• Task description:
Look below for the line containing "inset:0; background:#f6d55c; transform-origin:0"; from there, print each line exactly up to and including the line containing "height:2.5px; margin-top:-1.25px; transform-origin:0;", and stop.

------

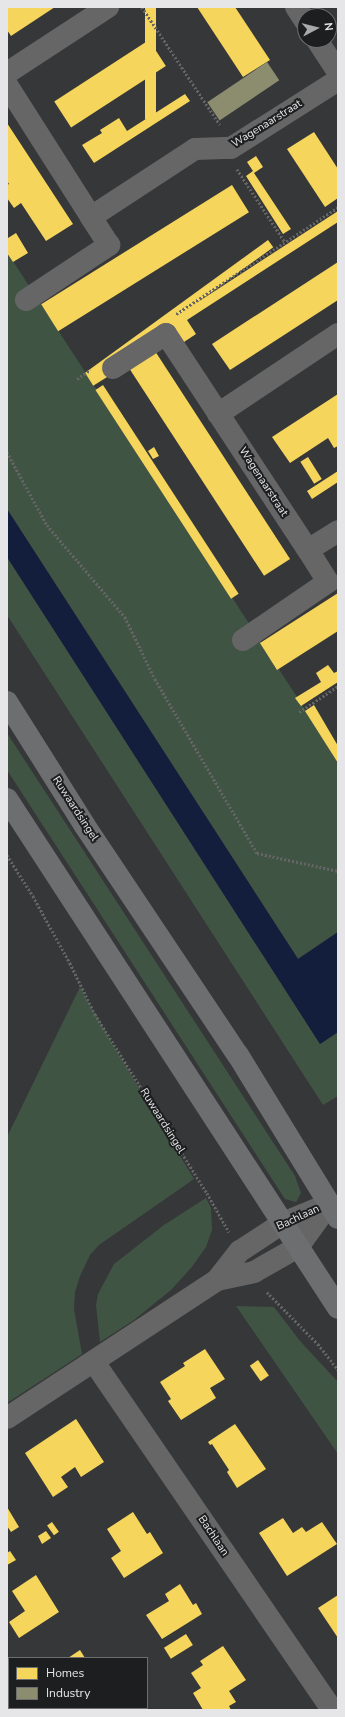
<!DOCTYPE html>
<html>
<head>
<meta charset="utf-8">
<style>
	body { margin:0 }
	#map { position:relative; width:345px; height:1717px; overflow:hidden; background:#363739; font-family:"Nunito Sans",sans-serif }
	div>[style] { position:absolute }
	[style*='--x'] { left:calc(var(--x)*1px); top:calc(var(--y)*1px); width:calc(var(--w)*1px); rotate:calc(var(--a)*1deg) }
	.green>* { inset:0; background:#405444 }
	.water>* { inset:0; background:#131e3d }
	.homes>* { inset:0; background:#f6d55c; transform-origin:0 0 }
	.industry>* { inset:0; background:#8c8c6e; transform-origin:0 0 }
	.path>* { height:2.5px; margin-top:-1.25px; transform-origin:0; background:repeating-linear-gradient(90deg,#656566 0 2px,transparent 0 4px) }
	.minor>* { height:22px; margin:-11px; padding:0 11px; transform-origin:11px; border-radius:11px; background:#666 }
	.major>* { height:22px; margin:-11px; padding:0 11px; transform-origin:11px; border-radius:11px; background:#6d6e6f }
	span { translate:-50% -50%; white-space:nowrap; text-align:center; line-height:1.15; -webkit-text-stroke:4px #1d1e1f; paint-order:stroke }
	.street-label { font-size:11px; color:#e6e6e8 }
	.frame { position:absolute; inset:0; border:8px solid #e6e6e8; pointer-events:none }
	.legend { position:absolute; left:8px; top:1657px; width:140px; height:52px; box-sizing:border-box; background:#1d1e1f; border:1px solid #6d6e6f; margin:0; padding:5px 7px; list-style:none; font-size:12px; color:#e6e6e8 }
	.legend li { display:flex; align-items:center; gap:8px; height:20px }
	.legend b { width:20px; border:1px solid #6d6e6f }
	.north { position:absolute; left:297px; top:8px; width:40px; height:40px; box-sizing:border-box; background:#1d1e1f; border:1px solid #6d6e6f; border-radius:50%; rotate:83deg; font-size:11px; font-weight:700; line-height:16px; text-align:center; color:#e6e6e8 }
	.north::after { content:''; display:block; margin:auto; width:14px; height:18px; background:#a8a9ab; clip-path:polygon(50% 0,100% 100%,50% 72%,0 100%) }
</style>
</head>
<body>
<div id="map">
	<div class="green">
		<div style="clip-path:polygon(7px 252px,338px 760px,338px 932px,298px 959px,7px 509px)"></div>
		<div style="clip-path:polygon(7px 557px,320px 1044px,338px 1032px,338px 1096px,323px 1105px,7px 615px)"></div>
		<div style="clip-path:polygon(7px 733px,295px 1176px,301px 1193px,296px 1202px,285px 1199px,7px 770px)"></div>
		<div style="clip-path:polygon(80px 987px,112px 1043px,194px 1179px,99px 1245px,90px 1255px,80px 1276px,75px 1292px,74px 1309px,82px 1354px,7px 1403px,7px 1137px)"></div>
		<div style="clip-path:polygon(206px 1198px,211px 1208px,212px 1230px,206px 1247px,191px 1268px,171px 1290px,134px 1320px,100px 1342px,96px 1305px,98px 1294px,114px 1264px,164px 1225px)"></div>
		<div style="clip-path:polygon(236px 1306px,274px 1307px,300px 1341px,338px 1382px,338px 1454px)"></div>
	</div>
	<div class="water">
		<div style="clip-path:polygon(7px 509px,298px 959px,338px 932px,338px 1032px,320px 1044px,7px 557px)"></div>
	</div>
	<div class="homes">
		<div style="clip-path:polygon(7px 7px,55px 7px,11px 36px,7px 30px)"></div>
		<div style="left:145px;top:7px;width:11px;height:112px"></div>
		<div style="clip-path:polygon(197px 7px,235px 7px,270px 60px,243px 77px)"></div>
		<div style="left:149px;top:40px;width:31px;height:113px;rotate:57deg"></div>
		<div style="clip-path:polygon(185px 94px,190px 101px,94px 163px,82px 145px,102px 133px,100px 130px,119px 118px,127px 131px)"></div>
		<div style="clip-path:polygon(7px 123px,73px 224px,46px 241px,21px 203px,14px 208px,7px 198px,7px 185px,9px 184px,7px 181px)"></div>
		<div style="clip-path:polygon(314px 132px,338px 169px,338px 198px,325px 207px,287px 149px)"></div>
		<div style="clip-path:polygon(256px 156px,263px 167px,254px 173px,291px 229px,283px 234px,246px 176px,253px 171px,247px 162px)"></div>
		<div style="left:232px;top:185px;width:32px;height:225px;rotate:58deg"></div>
		<div style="clip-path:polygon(338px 211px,338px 222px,187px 320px,196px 334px,181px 344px,167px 322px)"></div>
		<div style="clip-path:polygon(16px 233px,28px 253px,13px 262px,7px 253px,7px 236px,8px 238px)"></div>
		<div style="left:268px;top:240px;width:9px;height:226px;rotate:54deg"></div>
		<div style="clip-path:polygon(338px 262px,338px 300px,230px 370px,212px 344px)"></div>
		<div style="left:155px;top:351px;width:248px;height:31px;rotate:57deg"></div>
		<div style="left:105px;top:363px;width:13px;height:22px;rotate:58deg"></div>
		<div style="left:103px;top:385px;width:249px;height:9px;rotate:57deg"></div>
		<div style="clip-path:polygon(338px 394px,338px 446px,334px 448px,328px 438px,290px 463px,272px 437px)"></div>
		<div style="clip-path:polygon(154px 447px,159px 456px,153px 459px,148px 451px)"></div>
		<div style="left:308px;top:457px;width:26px;height:9px;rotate:58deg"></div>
		<div style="clip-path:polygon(338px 471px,338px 482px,312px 499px,307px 491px)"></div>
		<div style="clip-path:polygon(338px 593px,338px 631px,277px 670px,260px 643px)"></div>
		<div style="clip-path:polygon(328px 665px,334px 673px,338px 671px,338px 682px,301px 706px,295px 698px,321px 682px,316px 673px)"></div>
		<div style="clip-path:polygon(314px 705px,338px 746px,338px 763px,305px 711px)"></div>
		<div style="clip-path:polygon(205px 1349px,225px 1379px,210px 1388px,216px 1398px,181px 1420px,168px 1401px,171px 1399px,160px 1382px,185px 1366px,183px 1363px)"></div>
		<div style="left:258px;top:1360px;width:19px;height:10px;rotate:55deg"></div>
		<div style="clip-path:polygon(76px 1419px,104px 1462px,81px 1477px,75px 1467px,61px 1477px,68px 1487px,53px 1497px,25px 1453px)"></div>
		<div style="clip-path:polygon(235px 1424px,266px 1469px,237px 1488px,227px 1472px,229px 1470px,212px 1444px,210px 1445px,208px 1442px)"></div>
		<div style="clip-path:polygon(7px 1507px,19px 1527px,11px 1532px,7px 1526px)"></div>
		<div style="clip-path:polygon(133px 1512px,147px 1534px,150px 1532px,163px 1553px,124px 1578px,111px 1558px,121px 1551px,107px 1529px)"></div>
		<div style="clip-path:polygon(283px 1518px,293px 1533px,302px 1527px,306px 1532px,322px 1522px,337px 1544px,287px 1576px,259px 1533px)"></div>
		<div style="left:52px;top:1522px;width:12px;height:6px;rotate:55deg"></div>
		<div style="clip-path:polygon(46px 1531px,51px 1538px,42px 1544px,38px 1536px)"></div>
		<div style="clip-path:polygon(10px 1551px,16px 1560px,7px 1565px,7px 1553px)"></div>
		<div style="clip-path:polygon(36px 1575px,59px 1612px,19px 1638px,9px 1622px,25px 1611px,12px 1591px)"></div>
		<div style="clip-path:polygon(180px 1584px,193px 1605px,196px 1603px,202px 1614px,162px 1639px,146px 1615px,169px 1601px,165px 1594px)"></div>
		<div style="clip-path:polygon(338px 1595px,338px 1638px,318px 1608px)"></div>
		<div style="left:186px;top:1634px;width:13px;height:26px;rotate:58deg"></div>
		<div style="clip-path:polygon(223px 1646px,246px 1680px,229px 1691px,236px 1702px,229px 1706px,231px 1710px,203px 1710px,193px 1693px,201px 1688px,191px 1673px,203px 1665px,200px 1661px)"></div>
		<div style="clip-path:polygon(80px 1650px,85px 1658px,68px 1658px)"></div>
	</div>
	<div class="industry">
		<div style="left:267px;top:62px;width:22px;height:72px;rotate:56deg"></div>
	</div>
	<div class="path">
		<div style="--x:142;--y:7;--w:141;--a:56.5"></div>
		<div style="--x:237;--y:169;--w:87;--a:56.7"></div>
		<div style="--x:176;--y:314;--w:194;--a:-33.4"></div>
		<div style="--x:77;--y:379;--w:16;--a:-35"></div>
		<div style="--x:7;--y:452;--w:83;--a:61.3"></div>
		<div style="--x:47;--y:525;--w:121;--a:49.7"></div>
		<div style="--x:125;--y:617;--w:69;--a:64.2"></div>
		<div style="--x:155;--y:679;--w:202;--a:59.6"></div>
		<div style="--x:257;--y:853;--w:83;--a:12.5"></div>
		<div style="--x:299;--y:712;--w:47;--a:-33.7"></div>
		<div style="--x:7;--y:855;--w:49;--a:57.6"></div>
		<div style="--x:33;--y:896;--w:77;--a:61.1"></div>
		<div style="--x:70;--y:963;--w:57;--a:63.9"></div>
		<div style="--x:95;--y:1014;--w:211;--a:58"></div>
		<div style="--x:207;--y:1193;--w:45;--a:60.6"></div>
		<div style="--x:267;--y:1292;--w:73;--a:45.6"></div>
		<div style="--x:318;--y:1344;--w:33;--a:52"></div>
	</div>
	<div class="minor">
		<div style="--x:296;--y:7;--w:17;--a:57"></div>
		<div style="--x:317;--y:40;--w:38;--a:57"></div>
		<div style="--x:7;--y:73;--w:121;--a:-33.2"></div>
		<div style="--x:7;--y:85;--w:156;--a:57.5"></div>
		<div style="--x:91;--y:217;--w:124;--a:-33.2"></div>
		<div style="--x:195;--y:149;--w:36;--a:-2"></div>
		<div style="--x:231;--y:148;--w:127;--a:-32.4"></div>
		<div style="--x:26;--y:300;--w:100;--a:-33.5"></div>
		<div style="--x:109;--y:245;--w:33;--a:-123"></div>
		<div style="--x:113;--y:368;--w:63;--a:-32.7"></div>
		<div style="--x:166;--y:334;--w:258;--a:56.7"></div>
		<div style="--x:308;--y:550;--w:36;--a:-32"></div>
		<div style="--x:218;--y:414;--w:144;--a:-33.7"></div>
		<div style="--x:243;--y:640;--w:103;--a:-34.3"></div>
		<div style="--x:328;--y:582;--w:38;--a:-122"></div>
		<div style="--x:217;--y:1280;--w:38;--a:-12"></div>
		<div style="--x:254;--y:1272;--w:51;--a:-29.6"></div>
		<div style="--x:298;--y:1247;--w:53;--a:-54.2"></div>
		<div style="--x:94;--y:1362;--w:422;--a:55.6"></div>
		<div style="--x:7;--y:1418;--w:251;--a:-33.3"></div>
		<div style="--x:217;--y:1280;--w:37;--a:-52"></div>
		<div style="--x:240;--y:1251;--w:51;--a:-33.1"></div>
		<div style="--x:283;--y:1223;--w:50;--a:-22.4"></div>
		<div style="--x:7;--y:1694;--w:4;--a:63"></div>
	</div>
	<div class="major">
		<div style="--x:7;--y:702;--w:146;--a:57.8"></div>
		<div style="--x:85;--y:826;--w:275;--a:56.3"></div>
		<div style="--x:238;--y:1055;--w:191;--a:58.5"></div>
		<div style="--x:7;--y:799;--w:607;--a:56.96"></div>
	</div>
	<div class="street-label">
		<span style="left:267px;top:124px;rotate:-32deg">Wagenaarstraat</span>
		<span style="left:263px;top:482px;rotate:57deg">Wagenaarstraat</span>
		<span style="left:75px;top:809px;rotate:57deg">Ruwaardsingel</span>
		<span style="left:162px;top:1121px;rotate:58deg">Ruwaardsingel</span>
		<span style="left:298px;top:1218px;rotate:-25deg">Bachlaan</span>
		<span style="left:213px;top:1536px;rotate:56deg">Bachlaan</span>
	</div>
	<div class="frame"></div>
	<ul class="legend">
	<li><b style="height:11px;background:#f6d55c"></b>Homes</li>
	<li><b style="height:11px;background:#8c8c6e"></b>Industry</li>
	</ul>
	<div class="north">N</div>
</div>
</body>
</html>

------

• Answer section:
	.homes>* { inset:0; background:#f6d55c; transform-origin:0 0 }
	.industry>* { inset:0; background:#8c8c6e; transform-origin:0 0 }
	.path>* { height:2.5px; margin-top:-1.25px; transform-origin:0; background:repeating-linear-gradient(90deg,#656566 0 2px,transparent 0 4px) }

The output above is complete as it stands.